■ **YOUR OBJECTIVE**
Copy each line that contains the string "water", taking them from the material.

■ **PROVIDED DATA**
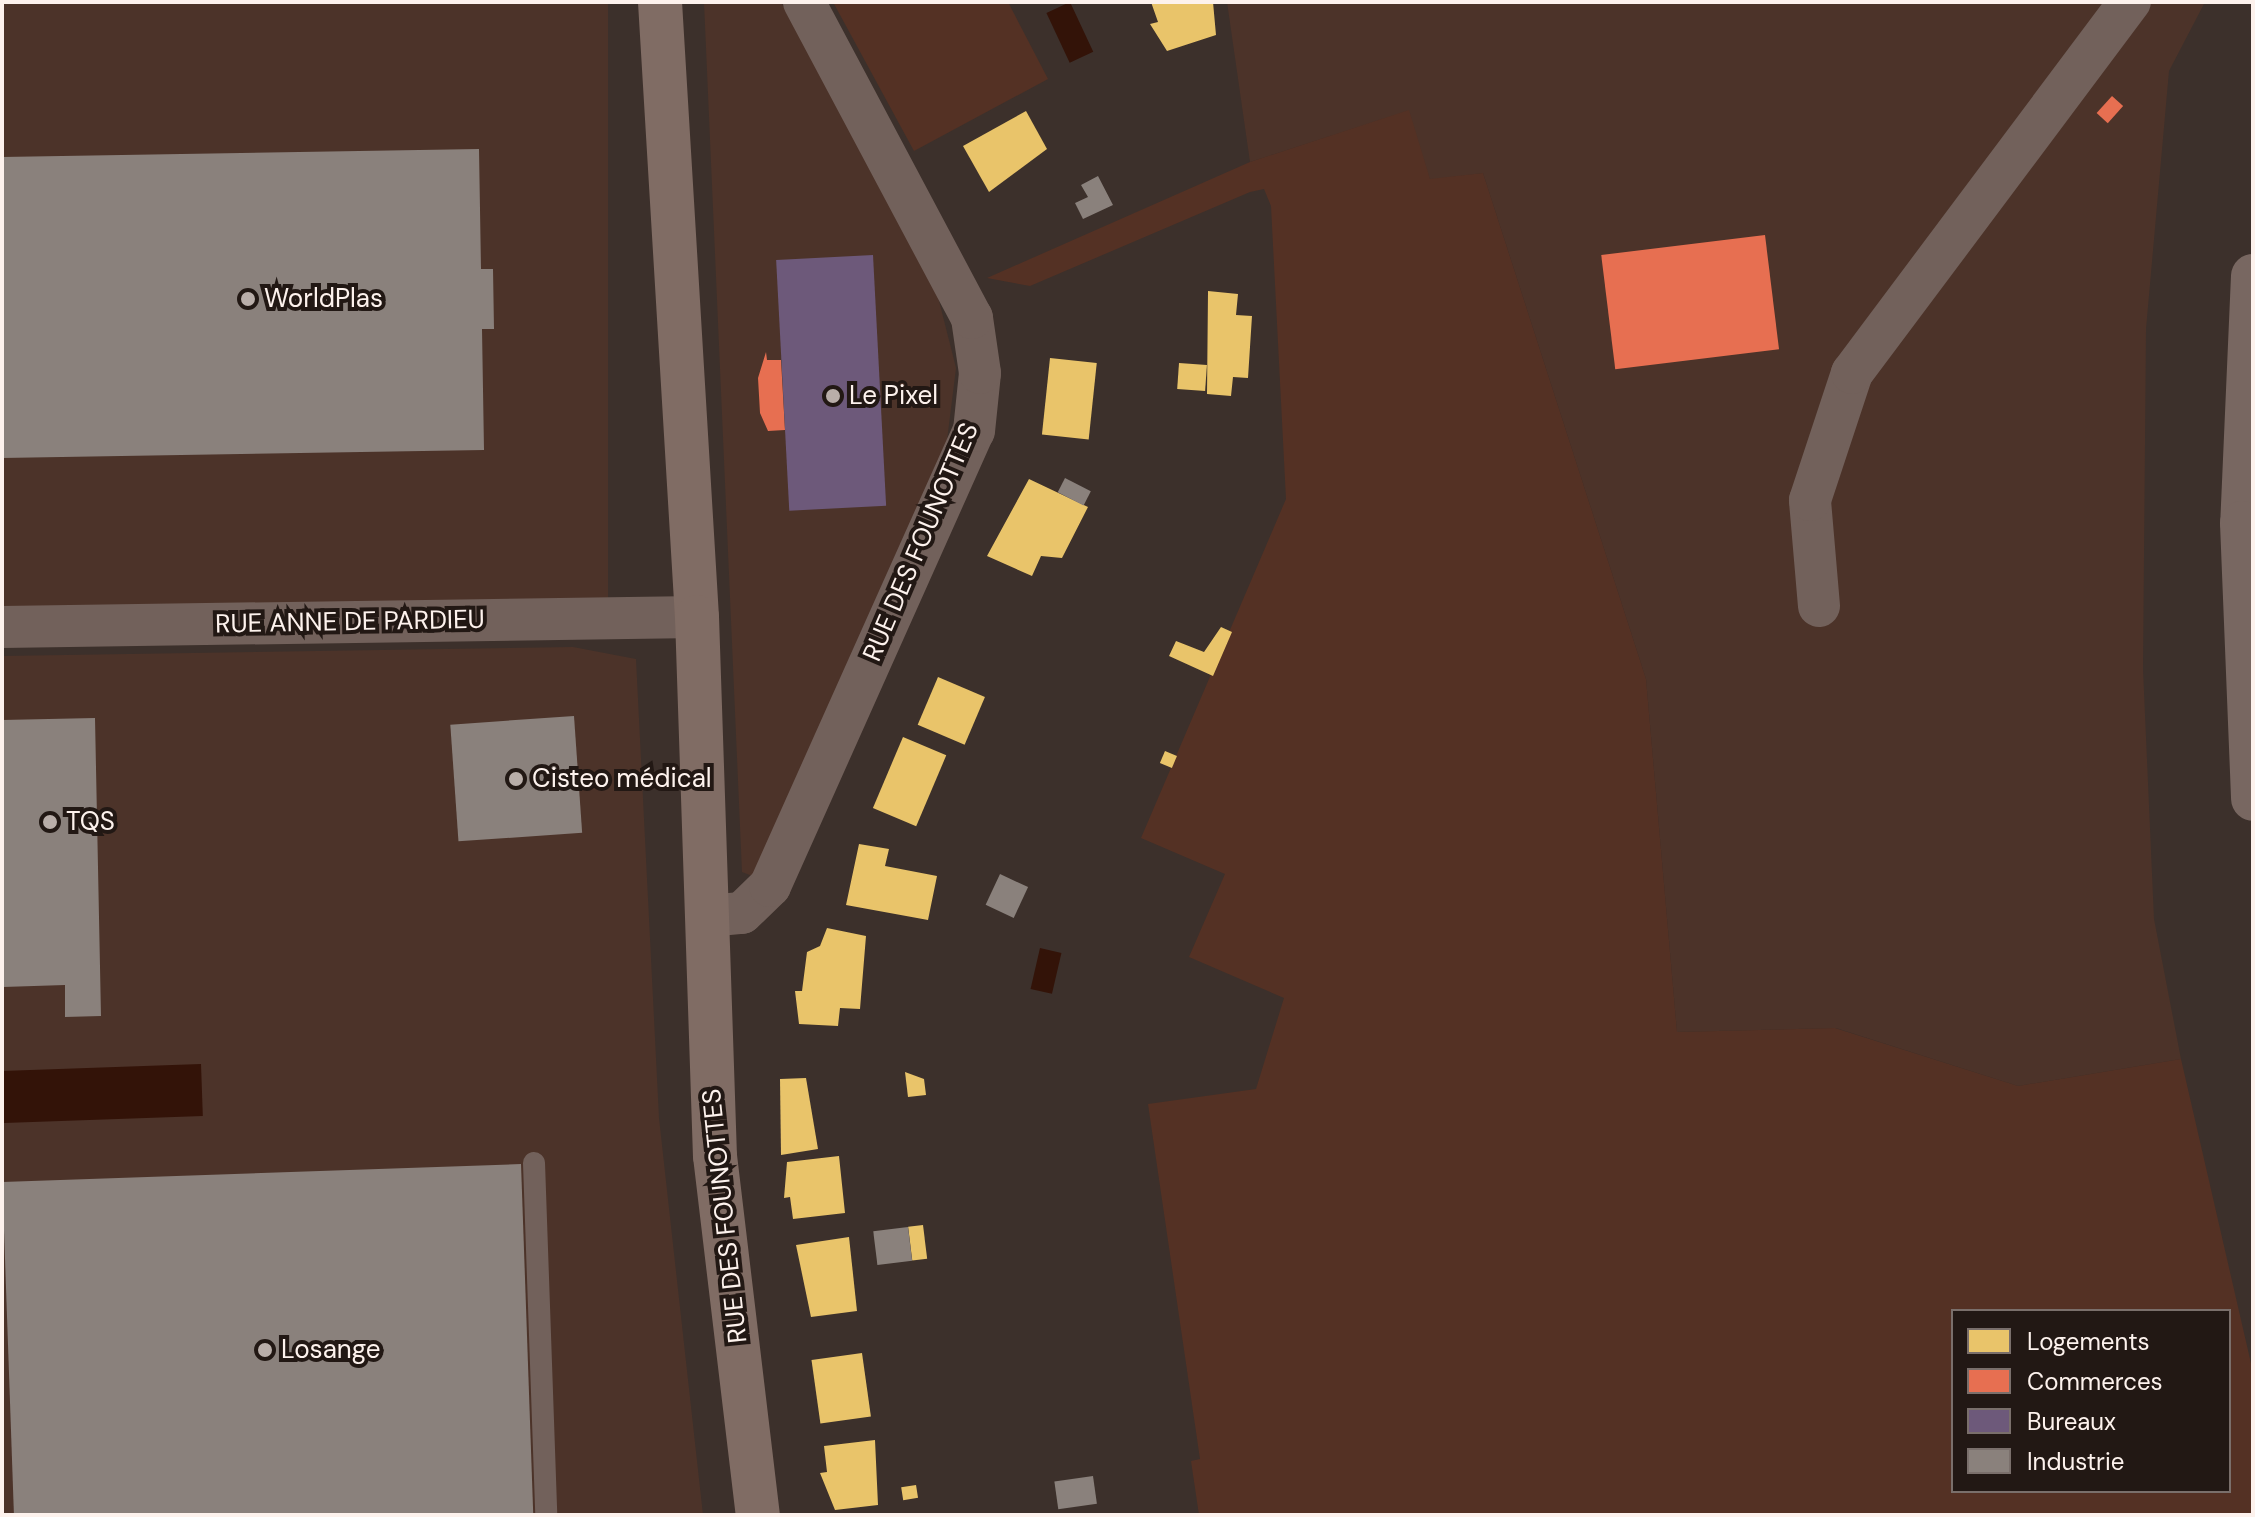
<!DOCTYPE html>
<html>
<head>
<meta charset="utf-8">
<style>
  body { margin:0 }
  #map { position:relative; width:2255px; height:1517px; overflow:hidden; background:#3c302b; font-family:"DM Sans",sans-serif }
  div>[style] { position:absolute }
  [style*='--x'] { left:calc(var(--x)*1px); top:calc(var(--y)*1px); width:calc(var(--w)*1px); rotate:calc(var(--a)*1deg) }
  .built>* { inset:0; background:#4c3329; transform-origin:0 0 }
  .green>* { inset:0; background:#543124 }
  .water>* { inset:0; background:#331308; transform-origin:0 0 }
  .homes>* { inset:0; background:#e9c46a; transform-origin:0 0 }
  .shops>* { inset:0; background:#e76f51; transform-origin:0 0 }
  .offices>* { inset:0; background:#6d597a; transform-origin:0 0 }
  .industry>* { inset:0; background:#8a817c; transform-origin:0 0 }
  .lane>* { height:22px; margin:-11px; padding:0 11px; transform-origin:11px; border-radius:11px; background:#72615b }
  .street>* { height:42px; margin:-21px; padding:0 21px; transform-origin:21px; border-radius:21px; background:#72615b }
  .secondary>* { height:44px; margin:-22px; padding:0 22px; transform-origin:22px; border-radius:22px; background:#806c64 }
  .highway>* { height:44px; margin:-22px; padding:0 22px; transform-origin:22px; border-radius:22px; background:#786761 }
  .dots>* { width:22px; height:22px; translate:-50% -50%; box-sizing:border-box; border:4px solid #221814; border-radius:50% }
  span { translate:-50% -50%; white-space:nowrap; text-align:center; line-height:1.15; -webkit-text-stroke:8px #221814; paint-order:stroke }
  .poi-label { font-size:26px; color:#fdf2ed }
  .left { translate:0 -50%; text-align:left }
  .street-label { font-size:26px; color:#fdf2ed }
  .frame { position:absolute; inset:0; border:4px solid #fdf2ed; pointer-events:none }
  .legend { position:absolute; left:1951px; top:1309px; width:280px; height:184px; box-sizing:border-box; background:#221814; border:2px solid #7a6f6b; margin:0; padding:10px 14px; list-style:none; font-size:24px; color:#fdf2ed }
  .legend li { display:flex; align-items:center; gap:16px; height:40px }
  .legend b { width:40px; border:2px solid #7a6f6b }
</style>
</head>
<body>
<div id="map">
  <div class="built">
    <div style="left:2px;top:2px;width:606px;height:613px"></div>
    <div style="clip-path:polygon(704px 2px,781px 2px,936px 289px,956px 368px,946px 448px,755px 877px,742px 872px)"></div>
    <div style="clip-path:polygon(1227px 2px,2205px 2px,2169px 71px,2146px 329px,2143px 669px,2154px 919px,2181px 1059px,2018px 1086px,1836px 1028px,1677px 1032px,1646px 679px,1483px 173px,1430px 180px,1408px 111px,1250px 162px)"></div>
    <div style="clip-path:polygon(573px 647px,636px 659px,659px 1118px,703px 1515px,2px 1515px,2px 656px)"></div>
  </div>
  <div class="green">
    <div style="clip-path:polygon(833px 2px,1008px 2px,1048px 79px,914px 151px)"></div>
    <div style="clip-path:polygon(evenodd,1409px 110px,1430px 179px,1483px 173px,1646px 679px,1677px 1032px,1835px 1028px,2018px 1086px,2181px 1059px,2253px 1372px,2253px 1515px,1199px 1515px,1191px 1461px,1200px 1459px,1148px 1104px,1256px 1089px,1284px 998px,1189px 957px,1225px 874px,1141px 838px,1286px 499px,1271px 206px,1264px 189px,1250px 192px,1030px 286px,987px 278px,1250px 162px,1409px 110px,1953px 1311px,2229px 1311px,2229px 1491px,1953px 1491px,1953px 1311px)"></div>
  </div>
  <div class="water">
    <div style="left:1070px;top:2px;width:55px;height:26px;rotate:65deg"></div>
    <div style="left:1040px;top:948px;width:22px;height:42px;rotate:13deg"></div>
    <div style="left:201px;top:1064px;width:52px;height:199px;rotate:88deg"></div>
  </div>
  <div class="homes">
    <div style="clip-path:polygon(1151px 2px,1213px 2px,1216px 35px,1167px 51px,1150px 24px,1158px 22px)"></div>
    <div style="clip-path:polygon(1026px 111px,1047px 149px,989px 192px,963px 146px)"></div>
    <div style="clip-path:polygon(1208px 291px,1238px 294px,1236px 315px,1252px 316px,1248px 378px,1233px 377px,1231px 396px,1207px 394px)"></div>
    <div style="left:1050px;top:358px;width:47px;height:77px;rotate:6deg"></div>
    <div style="left:1179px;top:363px;width:28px;height:26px;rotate:4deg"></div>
    <div style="clip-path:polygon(1029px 479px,1088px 507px,1062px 558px,1041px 556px,1032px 576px,987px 556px)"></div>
    <div style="clip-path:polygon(1221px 627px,1232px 632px,1213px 676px,1169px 656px,1176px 641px,1204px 652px)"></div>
    <div style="left:938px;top:677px;width:51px;height:52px;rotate:23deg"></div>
    <div style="left:903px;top:737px;width:47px;height:77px;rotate:23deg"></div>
    <div style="left:1165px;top:751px;width:13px;height:13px;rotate:23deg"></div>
    <div style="clip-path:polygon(859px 844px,889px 849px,885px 866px,937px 876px,928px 920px,846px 905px)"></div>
    <div style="clip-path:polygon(827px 928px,866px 936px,860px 1009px,840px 1008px,838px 1026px,799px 1024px,795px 991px,802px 991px,807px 952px,820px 946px)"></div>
    <div style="clip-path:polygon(905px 1072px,924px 1079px,926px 1095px,908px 1097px)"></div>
    <div style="clip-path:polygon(806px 1078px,818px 1149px,781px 1155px,780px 1079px)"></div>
    <div style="clip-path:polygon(839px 1156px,845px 1213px,793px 1219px,790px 1197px,784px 1198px,787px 1162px)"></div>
    <div style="left:923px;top:1225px;width:34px;height:15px;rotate:83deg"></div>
    <div style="clip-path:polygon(849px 1237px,857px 1311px,811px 1317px,796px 1245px)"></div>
    <div style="left:862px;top:1353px;width:64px;height:51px;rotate:82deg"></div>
    <div style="clip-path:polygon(875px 1440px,878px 1505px,835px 1510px,820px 1473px,827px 1472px,824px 1446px)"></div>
    <div style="left:916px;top:1485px;width:13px;height:15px;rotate:81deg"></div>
  </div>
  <div class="shops">
    <div style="left:2112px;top:96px;width:15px;height:23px;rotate:42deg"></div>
    <div style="left:1765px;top:235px;width:115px;height:165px;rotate:83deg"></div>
    <div style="clip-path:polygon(766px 352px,767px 360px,781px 360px,785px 430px,768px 431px,760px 413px,758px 378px)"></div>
  </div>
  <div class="offices">
    <div style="left:873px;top:255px;width:251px;height:97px;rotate:87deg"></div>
  </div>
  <div class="industry">
    <div style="clip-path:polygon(479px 149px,481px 269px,493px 269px,494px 329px,482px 329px,484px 450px,2px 458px,2px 157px)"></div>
    <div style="clip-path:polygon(1098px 176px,1113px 205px,1083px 219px,1075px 203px,1088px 197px,1081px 185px)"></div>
    <div style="left:1065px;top:478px;width:29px;height:16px;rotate:27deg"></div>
    <div style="left:574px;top:716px;width:117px;height:124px;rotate:86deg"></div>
    <div style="clip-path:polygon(95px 718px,101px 1016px,65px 1017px,65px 985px,3px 987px,2px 720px)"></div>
    <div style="left:1000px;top:874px;width:31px;height:34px;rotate:25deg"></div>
    <div style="left:521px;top:1164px;width:351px;height:519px;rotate:88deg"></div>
    <div style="left:908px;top:1227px;width:34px;height:35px;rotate:83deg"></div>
    <div style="left:1093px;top:1476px;width:28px;height:39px;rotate:82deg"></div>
  </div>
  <div class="lane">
    <div style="--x:534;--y:1163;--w:352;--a:88"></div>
  </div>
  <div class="street">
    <div style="--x:1819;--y:606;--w:106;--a:-94.9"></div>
    <div style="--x:1810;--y:500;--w:134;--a:-71.7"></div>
    <div style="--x:1852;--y:373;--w:464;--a:-53.2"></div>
    <div style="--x:2;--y:627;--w:695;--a:-0.82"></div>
    <div style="--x:707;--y:916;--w:35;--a:-5"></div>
    <div style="--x:742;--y:913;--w:39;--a:-44"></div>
    <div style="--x:770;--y:886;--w:499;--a:-65.9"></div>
    <div style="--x:974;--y:431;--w:58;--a:-84.1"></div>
    <div style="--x:980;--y:373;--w:56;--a:-98.3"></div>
    <div style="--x:972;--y:318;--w:358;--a:-118"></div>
  </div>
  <div class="secondary">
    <div style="--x:660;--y:2;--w:616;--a:86.56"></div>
    <div style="--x:697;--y:617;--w:539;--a:88.09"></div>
    <div style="--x:715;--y:1156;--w:362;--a:83.2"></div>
  </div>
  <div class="highway">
    <div style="--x:2253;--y:276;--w:247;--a:92.5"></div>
    <div style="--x:2242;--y:523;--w:276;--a:87.7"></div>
  </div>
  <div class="dots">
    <div style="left:248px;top:299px;background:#b9aea9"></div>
    <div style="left:833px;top:396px;background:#b9aea9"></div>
    <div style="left:516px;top:779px;background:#b9aea9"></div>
    <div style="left:50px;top:822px;background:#b9aea9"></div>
    <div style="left:265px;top:1350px;background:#b9aea9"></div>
  </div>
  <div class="poi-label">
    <span class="left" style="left:264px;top:299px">WorldPlas</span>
    <span class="left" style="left:849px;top:396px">Le Pixel</span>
    <span class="left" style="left:532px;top:779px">Cisteo médical</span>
    <span class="left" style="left:66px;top:822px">TQS</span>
    <span class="left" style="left:281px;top:1350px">Losange</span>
  </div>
  <div class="street-label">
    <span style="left:921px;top:542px;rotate:-67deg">RUE DES FOUNOTTES</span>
    <span style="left:350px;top:622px;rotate:-1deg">RUE ANNE DE PARDIEU</span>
    <span style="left:725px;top:1216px;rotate:-96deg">RUE DES FOUNOTTES</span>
  </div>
  <div class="frame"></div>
  <ul class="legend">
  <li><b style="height:22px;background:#e9c46a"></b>Logements</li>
  <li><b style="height:22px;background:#e76f51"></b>Commerces</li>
  <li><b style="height:22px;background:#6d597a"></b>Bureaux</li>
  <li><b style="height:22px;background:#8a817c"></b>Industrie</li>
  </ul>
</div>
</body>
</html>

■ **COMPLETED TASK**
  .water>* { inset:0; background:#331308; transform-origin:0 0 }
  <div class="water">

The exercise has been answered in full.